When communist North Korea suddenly invaded South Korea in June 1950, the aggression became a test of resolve for the newly-formed United Nations. Led by the United States and South Korea, 15 other foreign nations fought under the UN flag to push the communists back into North Korea.
One of the 15 foreign countries that sent combat troops to Korea was the Imperial Ethiopian Army under Emperor Haile Selassie I. His force, known as the Kagnew Battalion, fought alongside the U.S. 7th Infantry and not only punched well above its weight class, but was never defeated in battle, never surrendered, and never left any of its dead behind.

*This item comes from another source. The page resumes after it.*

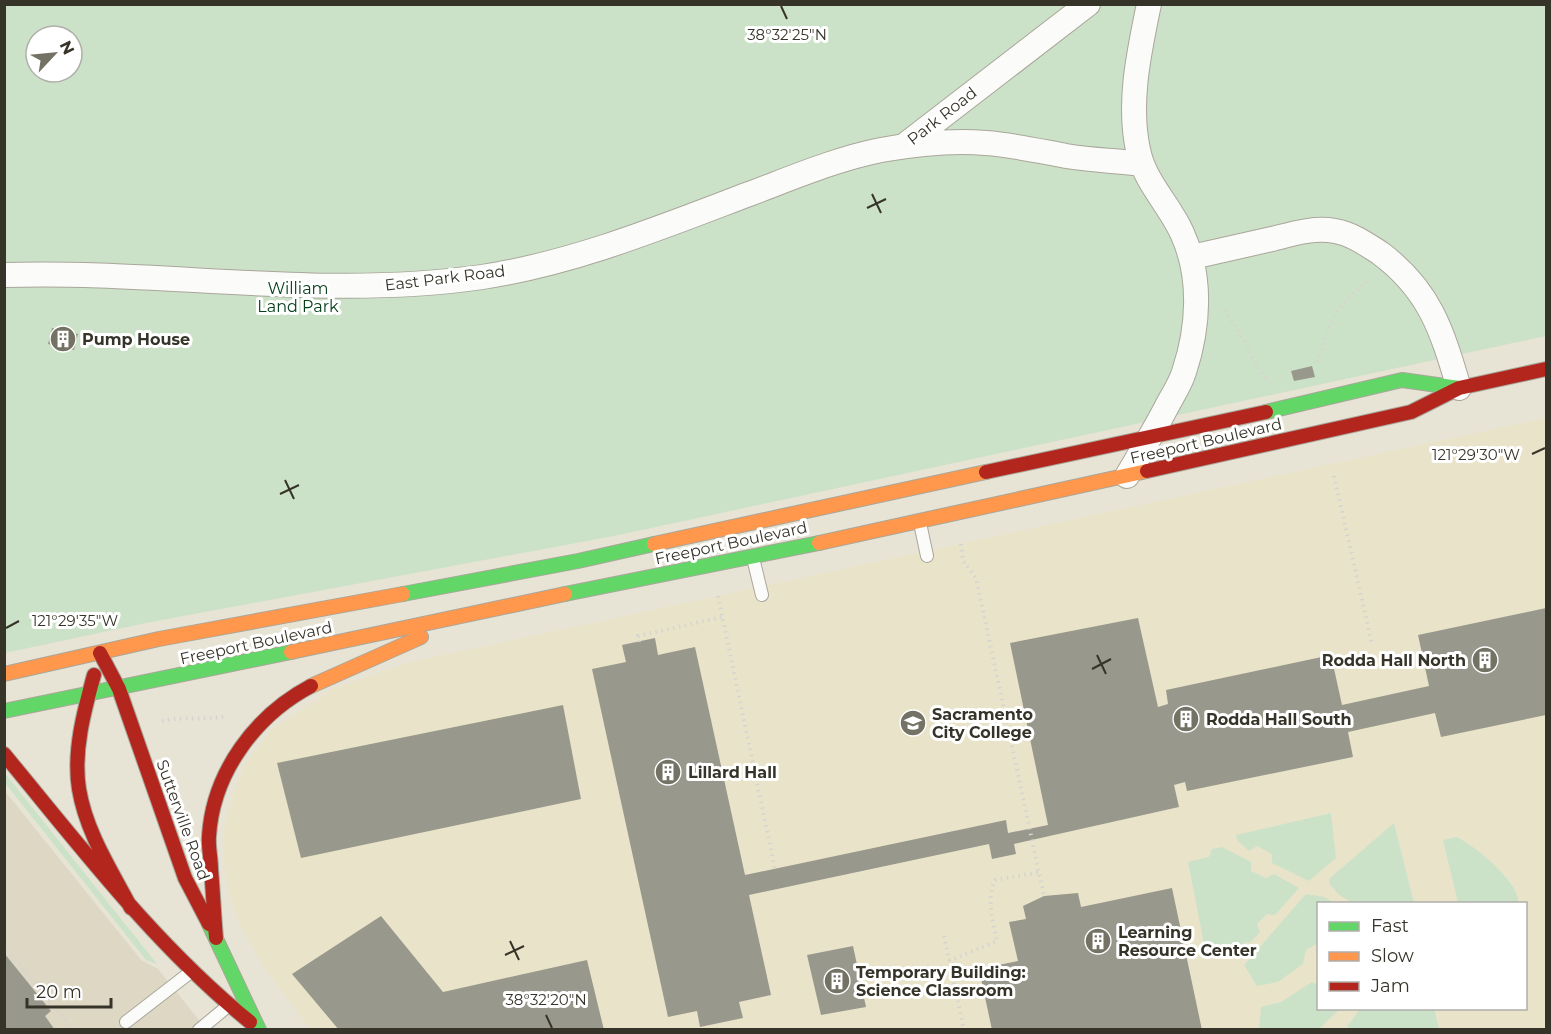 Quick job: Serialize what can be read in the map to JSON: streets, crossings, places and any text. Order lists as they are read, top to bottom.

In all, Ethiopia’s Kagnew Battalion fought in the Korean Peninsula for all three years of the 1950-1953 Korean War. The battalion rotated out yearly, so Ethiopia actually sent three battalions of its best combat troops to stem the spread of communism in Asia.
Named for one of Emperor Menelik’s (a descendant of Haile Selassie’s) best generals, Ras Makkonen, they had a lot to live up to, especially their name. Emperor Haile Selassie, who saw what international inaction could do when the League of Nations failed to support Ethiopia when Italy invaded during World War II, was a fervent supporter of the police action.
So he lent Ethiopia’s finest troops to the effort in Korea, many drawn from his own Imperial Bodyguard Division and trained in the mountains of Ethiopia itself. In all, more than 6,000 Ethiopians went to war for the United Nations forces.
In combat, the Ethiopians were near fearless. During the Battle of Pork Chop Hill, Ethiopian forces mounted a raid on the Chinese positions near the bottom of the hill, advancing so close that American observers remarked about their bravery. They even managed to snatch up two prisoners to collect information about Chinese movements and defenses on the hill. Brig. Gen. S.L.A. Marshall wrote:
“…under full observation from enemy country, eight Ethiopians walked 800 yards across no-man’s land and up the slope of T-Bone Hill right into the enemy trenches. When next we looked, the eight had become ten. The patrol was dragging back two Chinese prisoners, having snatched them from the embrace of the Communist battalion…”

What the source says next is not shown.